Stored data

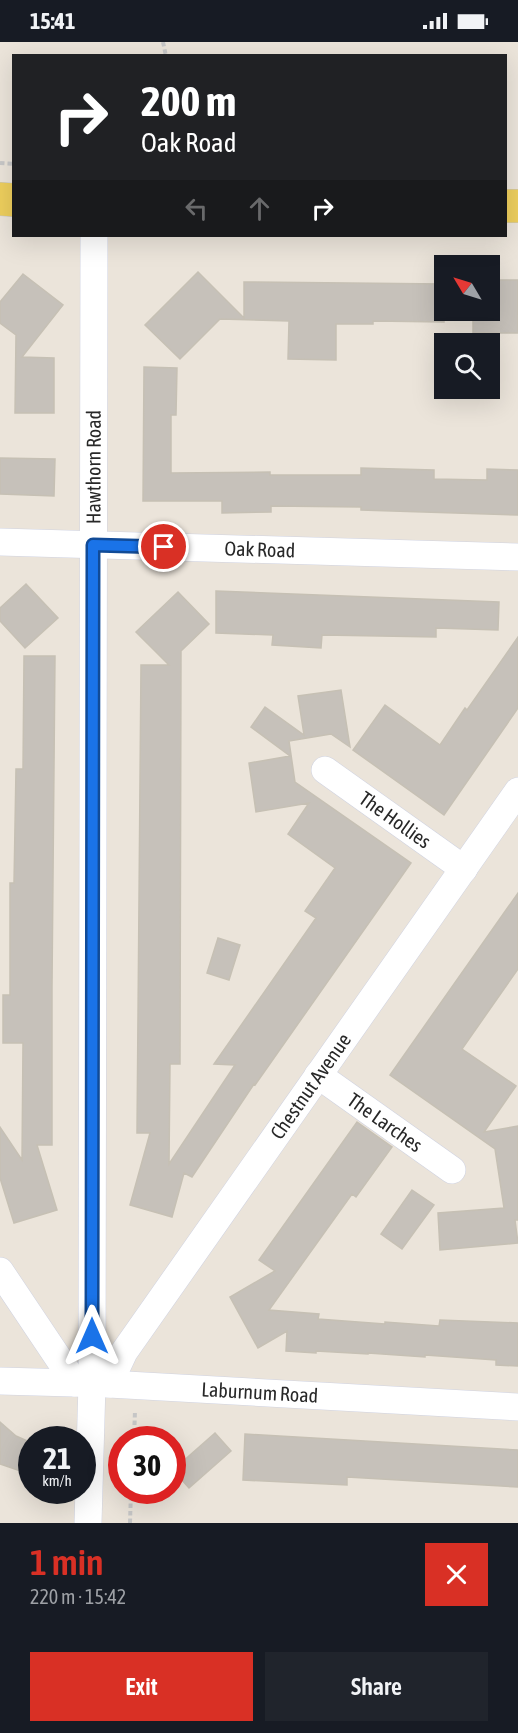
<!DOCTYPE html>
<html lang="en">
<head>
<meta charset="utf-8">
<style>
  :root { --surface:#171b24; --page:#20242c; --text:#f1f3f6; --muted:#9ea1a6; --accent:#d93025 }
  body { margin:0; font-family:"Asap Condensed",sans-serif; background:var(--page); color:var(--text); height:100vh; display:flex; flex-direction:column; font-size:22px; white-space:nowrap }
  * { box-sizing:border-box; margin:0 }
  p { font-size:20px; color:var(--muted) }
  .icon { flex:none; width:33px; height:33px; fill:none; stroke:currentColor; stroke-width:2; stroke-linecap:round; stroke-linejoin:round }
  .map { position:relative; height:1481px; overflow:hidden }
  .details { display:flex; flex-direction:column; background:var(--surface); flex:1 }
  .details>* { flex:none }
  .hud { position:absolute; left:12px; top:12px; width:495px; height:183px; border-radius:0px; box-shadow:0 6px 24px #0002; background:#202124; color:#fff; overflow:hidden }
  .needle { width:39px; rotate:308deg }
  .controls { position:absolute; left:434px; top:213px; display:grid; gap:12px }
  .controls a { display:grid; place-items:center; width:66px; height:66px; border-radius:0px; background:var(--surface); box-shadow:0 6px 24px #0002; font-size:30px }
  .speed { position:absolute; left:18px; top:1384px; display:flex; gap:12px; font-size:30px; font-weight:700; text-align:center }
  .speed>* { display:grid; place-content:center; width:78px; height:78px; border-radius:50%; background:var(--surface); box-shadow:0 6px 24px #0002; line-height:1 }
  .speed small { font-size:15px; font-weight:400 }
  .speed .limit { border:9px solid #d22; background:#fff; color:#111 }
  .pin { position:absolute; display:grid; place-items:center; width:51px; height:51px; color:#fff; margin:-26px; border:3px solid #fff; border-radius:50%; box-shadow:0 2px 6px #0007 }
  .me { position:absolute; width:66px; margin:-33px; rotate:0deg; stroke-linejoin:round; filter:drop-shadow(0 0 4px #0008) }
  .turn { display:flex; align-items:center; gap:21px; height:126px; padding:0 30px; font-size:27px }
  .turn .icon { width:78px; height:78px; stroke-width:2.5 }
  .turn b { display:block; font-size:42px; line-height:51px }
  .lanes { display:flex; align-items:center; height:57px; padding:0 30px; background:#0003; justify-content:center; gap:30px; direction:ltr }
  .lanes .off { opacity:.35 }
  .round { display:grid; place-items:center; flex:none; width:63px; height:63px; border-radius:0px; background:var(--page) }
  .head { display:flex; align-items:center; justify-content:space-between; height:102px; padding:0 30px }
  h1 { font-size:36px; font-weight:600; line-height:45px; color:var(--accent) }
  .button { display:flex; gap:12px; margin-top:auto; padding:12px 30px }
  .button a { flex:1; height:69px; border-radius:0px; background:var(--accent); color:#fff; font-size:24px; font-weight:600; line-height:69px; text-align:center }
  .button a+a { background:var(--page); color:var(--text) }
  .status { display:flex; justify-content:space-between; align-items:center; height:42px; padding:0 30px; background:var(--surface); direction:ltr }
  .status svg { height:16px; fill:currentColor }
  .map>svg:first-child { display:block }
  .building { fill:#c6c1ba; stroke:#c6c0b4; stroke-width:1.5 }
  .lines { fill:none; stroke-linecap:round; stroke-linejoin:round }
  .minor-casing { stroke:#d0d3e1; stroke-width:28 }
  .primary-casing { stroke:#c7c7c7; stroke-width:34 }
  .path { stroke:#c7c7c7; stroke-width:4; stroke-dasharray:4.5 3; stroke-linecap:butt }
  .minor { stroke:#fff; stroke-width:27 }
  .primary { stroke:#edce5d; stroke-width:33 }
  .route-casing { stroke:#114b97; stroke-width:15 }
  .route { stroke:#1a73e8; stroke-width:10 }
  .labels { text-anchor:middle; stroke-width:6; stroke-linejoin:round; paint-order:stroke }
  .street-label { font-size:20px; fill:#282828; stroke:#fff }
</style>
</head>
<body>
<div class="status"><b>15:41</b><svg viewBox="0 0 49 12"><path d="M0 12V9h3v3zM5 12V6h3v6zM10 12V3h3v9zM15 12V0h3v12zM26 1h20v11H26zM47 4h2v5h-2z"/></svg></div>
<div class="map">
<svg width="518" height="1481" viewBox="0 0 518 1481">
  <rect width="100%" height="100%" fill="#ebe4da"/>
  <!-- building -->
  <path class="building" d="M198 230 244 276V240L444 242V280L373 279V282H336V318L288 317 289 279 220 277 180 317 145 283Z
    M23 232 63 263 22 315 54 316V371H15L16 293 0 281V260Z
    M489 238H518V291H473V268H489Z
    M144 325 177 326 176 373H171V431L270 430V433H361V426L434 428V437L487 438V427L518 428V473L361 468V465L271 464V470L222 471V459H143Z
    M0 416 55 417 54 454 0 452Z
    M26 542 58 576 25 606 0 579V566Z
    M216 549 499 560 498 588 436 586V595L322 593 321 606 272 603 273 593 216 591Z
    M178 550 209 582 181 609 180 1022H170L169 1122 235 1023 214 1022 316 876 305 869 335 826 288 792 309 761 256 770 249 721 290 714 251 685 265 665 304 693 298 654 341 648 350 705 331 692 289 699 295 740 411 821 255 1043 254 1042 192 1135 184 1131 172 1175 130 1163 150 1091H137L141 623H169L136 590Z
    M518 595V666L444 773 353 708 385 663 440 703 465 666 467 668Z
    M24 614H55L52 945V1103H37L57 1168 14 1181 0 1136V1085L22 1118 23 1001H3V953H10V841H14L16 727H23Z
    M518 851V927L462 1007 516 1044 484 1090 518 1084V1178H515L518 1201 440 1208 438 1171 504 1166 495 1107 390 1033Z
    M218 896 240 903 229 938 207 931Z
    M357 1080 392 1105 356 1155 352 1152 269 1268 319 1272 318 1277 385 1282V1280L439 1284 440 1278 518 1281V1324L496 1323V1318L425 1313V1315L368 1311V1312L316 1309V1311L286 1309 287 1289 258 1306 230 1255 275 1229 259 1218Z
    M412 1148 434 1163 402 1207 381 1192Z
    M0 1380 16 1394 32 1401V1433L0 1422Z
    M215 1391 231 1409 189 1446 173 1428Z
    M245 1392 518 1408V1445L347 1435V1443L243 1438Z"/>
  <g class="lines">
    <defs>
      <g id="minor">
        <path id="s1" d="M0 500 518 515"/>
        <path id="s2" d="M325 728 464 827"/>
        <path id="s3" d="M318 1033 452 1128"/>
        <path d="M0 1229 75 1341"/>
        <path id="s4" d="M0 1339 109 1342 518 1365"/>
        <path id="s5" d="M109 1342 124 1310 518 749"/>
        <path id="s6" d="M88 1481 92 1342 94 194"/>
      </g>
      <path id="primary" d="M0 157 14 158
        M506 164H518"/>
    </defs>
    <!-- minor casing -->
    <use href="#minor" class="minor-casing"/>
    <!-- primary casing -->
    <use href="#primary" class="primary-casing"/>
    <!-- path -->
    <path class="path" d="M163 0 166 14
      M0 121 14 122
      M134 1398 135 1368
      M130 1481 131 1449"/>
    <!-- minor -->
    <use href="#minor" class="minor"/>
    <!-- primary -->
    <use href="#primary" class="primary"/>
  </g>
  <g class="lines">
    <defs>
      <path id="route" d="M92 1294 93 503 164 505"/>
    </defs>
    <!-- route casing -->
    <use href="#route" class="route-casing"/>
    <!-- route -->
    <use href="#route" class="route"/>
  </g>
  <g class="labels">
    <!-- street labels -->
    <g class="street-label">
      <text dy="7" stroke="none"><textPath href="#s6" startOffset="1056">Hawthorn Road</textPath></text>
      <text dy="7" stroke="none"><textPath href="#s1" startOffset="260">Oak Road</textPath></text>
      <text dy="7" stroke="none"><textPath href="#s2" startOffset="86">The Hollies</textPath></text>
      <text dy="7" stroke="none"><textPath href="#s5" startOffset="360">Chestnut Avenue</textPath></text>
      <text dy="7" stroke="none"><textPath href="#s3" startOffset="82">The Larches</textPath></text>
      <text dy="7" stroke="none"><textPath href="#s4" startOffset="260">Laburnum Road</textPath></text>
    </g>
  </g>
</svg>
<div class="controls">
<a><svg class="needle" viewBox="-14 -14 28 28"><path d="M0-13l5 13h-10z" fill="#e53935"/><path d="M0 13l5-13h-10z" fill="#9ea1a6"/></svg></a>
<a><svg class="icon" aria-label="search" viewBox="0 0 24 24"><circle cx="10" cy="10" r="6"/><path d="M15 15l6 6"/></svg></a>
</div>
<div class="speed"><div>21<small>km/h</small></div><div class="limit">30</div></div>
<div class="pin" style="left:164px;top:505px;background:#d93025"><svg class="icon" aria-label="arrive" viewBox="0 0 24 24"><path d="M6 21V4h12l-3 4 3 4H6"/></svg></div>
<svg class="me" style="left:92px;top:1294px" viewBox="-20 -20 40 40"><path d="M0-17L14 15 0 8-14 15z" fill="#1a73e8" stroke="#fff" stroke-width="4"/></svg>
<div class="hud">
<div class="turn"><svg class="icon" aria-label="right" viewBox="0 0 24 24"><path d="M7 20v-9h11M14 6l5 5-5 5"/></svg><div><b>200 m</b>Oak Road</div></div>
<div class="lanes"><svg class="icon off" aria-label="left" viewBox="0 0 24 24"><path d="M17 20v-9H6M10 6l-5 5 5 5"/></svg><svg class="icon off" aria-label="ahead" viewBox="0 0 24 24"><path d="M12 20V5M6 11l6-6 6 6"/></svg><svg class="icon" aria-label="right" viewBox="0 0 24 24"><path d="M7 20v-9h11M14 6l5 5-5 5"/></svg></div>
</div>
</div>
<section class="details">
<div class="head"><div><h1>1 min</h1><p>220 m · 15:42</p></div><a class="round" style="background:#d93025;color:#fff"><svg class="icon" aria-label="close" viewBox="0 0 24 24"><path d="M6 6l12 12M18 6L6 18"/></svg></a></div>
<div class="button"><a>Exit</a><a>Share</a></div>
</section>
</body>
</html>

ACTIVITY
Lines with "limit": state how many there are in the records, and nothing more.

YOUR SOLUTION
2